Should I instead be buying more reliable females,
<Yes>
is it possible I've just had bad luck with the ones I bought?
<Mmm, not entirely, no>
I think the ones that died today were both from PetSmart if that matters.
It's just demoralizing.
Thanks for any information.
-Erin
<Too many Poecilia reticulata on the market are infested with Hexamita
(perennially) and Columnaris (seasonally, and in more erratic punctuated
fashion)... Guarding against the introduction of these diseases can be
accomplished only through careful exclusion/quarantining of all incoming
livestock... and treatment with antiprotozoal (Metronidazole often) and possibly
antimicrobial (most celebratedly Neomycin...). You might have "luck" with
buying/selecting better stock from another source... but I would still at least
isolate it for a good two weeks (to weaken pathogens) before introduction to
your main displays... Having a larger system would be of great benefit here as
well as bolstering the fishs' immune systems through improved nutrition... Do
see the Net re the disease organisms mentioned... they can be defeated,
excluded... Bob Fenner>
Proper water conditions for
fancy guppies 2/10/08
I have a 75 gallon established aquarium that I would love to fill with fancy
guppies. I also have 2 ten gallon tanks for sick fish, fry or a brine
shrimp hatchery.
We have extremely hard well water here, the tank was used for Malawian African
Cichlids with great success for many, many years.

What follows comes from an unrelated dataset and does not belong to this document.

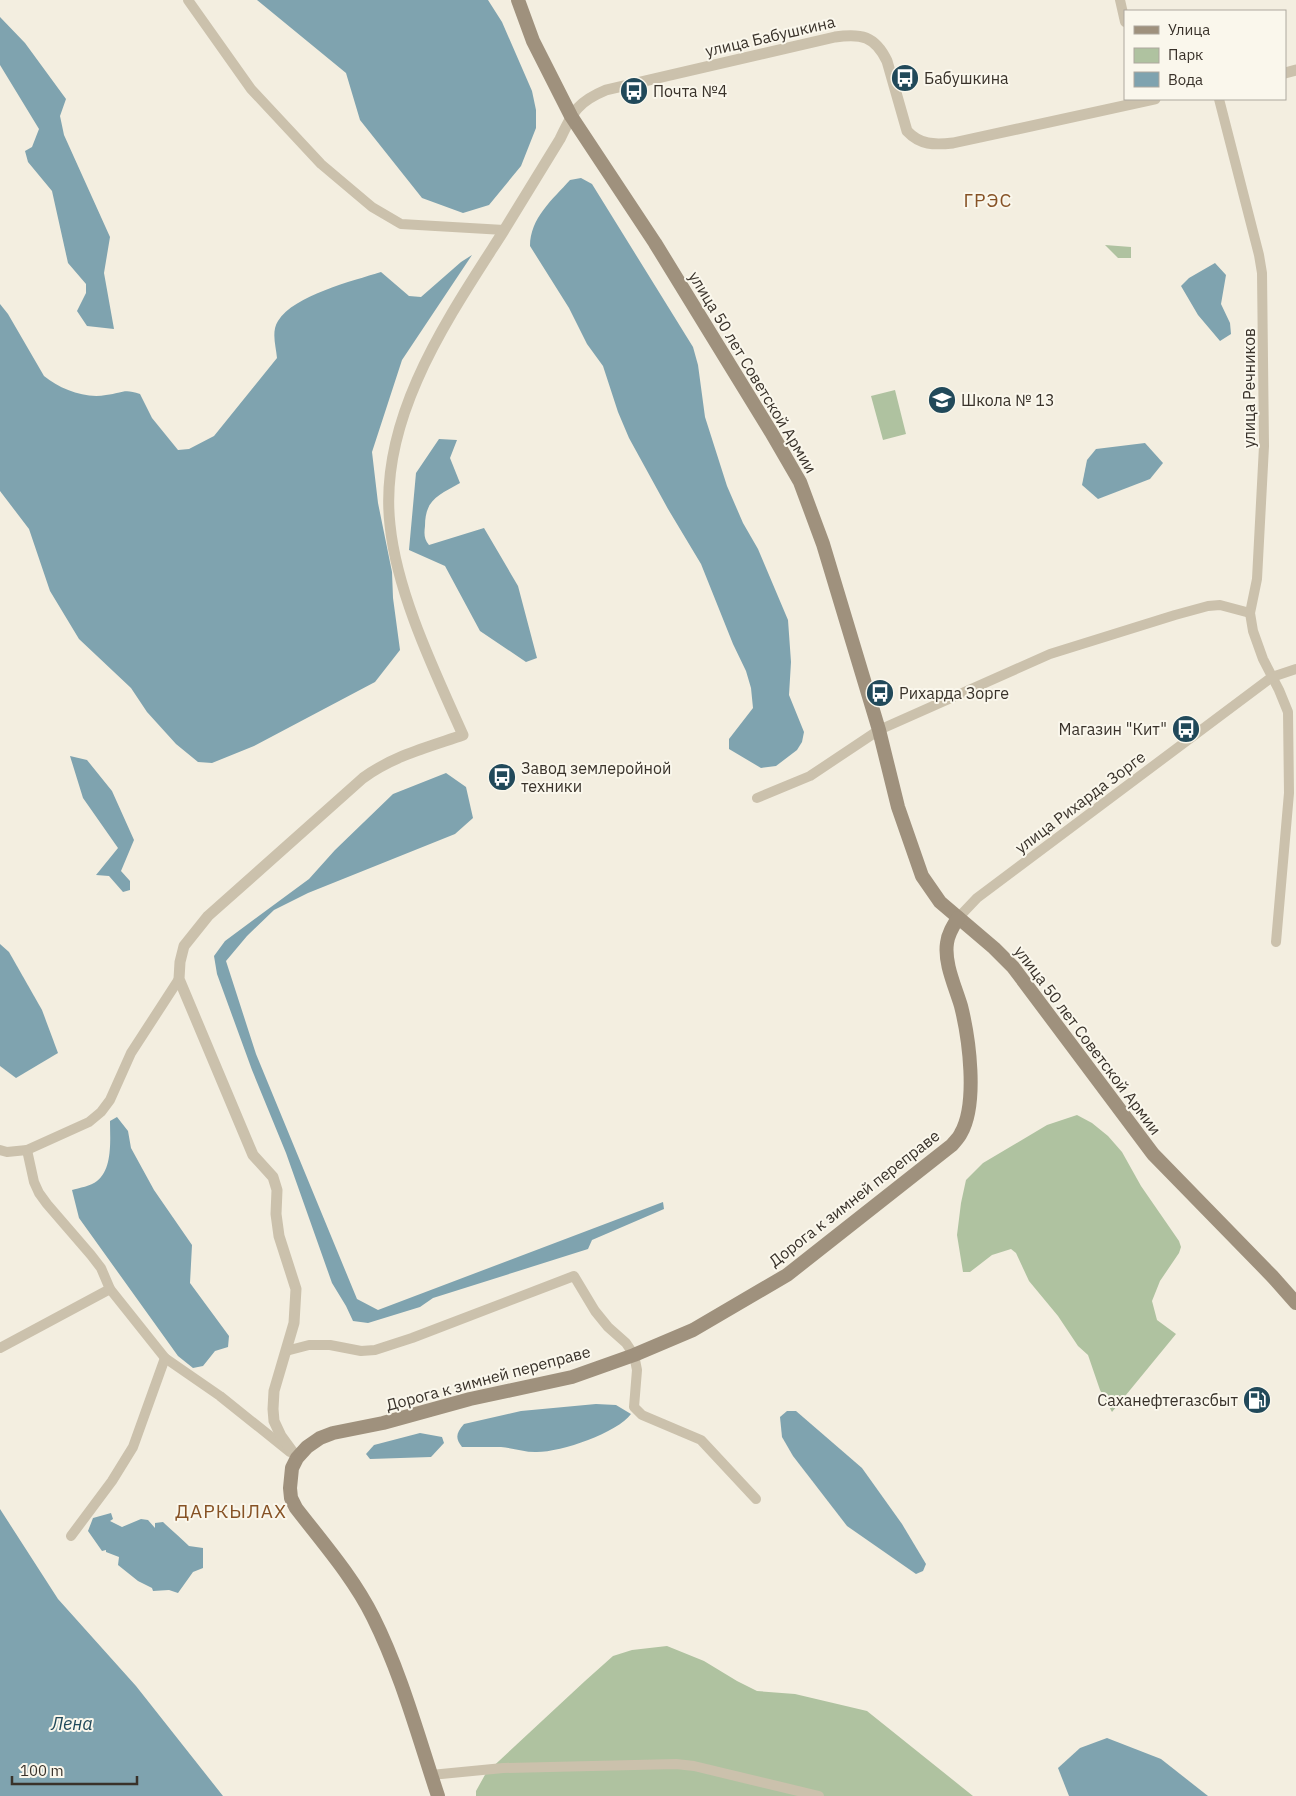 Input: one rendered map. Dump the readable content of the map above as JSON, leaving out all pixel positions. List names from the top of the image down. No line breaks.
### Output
{"streets":{"main road":["улица 50 лет Советской Армии","Дорога к зимней переправе"],"street":["улица Бабушкина","улица Речников","улица Рихарда Зорге"]},"crossings":[["улица Бабушкина","улица 50 лет Советской Армии"],["улица 50 лет Советской Армии","улица Рихарда Зорге"],["улица 50 лет Советской Армии","Дорога к зимней переправе"],["улица Речников","улица Рихарда Зорге"],["улица Рихарда Зорге","Дорога к зимней переправе"]],"districts":["ГРЭС","ДАРКЫЛАХ"],"water":["Лена"],"places":{"bus stop":["Бабушкина","Почта №4","Рихарда Зорге","Магазин \"Кит\"","Завод землеройной техники"],"school or university":["Школа № 13"],"fuel station":["Саханефтегазсбыт"]},"legend":["Улица","Парк","Вода"],"scale_bar":"100 m"}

I understand guppies prefer hard water, but will they thrive in this extremely
hard, limestone water? I would prefer to choose a fish that would thrive in our
type of water than to constantly amend the conditions.
<Yes, they'll love this stuff. "Liquid Rock" is a Guppy's idea of heaven.>
Also, is it such that ALL guppies prefer brackish water? I noticed from one of
your articles, the aquarium water should be amended with "proper marine salt,
not tonic salt". Is this true with fancy guppies as well? If so, should I
exclusively use marine salt in lieu of regular aquarium salt when setting up the
tank and changing water?
<Guppies don't need salt added to the tank, but it does help, and is probably
essential for people who live in areas with soft/acid water. Salt also helps
prevent Finrot and Whitespot. You can in fact use either tonic salt or marine
salt mix, but marine salt mix is better, which is why I recommend it. What's the
difference? Tonic salt is plain sodium chloride, essentially cooking salt
without the iodine. While it has helpful properties with regard to disease and
reducing the toxicity of nitrate/nitrite, it does nothing much in terms of water
chemistry beyond raising the salinity. Marine salt mix does all that tonic salt
does, but it also contains a lot of calcium carbonate and various other
minerals. These raise the pH, making the water basic (which tonic salt doesn't
do) and increases the buffering capacity of the water as well, inhibiting rapid
pH changes. The result is water that is not only slightly more saline, but also
chemically much more stable. If you have very hard, basic water (as seems to be
the case) then choosing between tonic salt and marine salt will likely make no
odds. Go for whatever is better value. But for people with soft/acid water,
marine salt mix is a better all-around solution.>
What is the recommended dosage of marine salt for a 75 gallon aquarium?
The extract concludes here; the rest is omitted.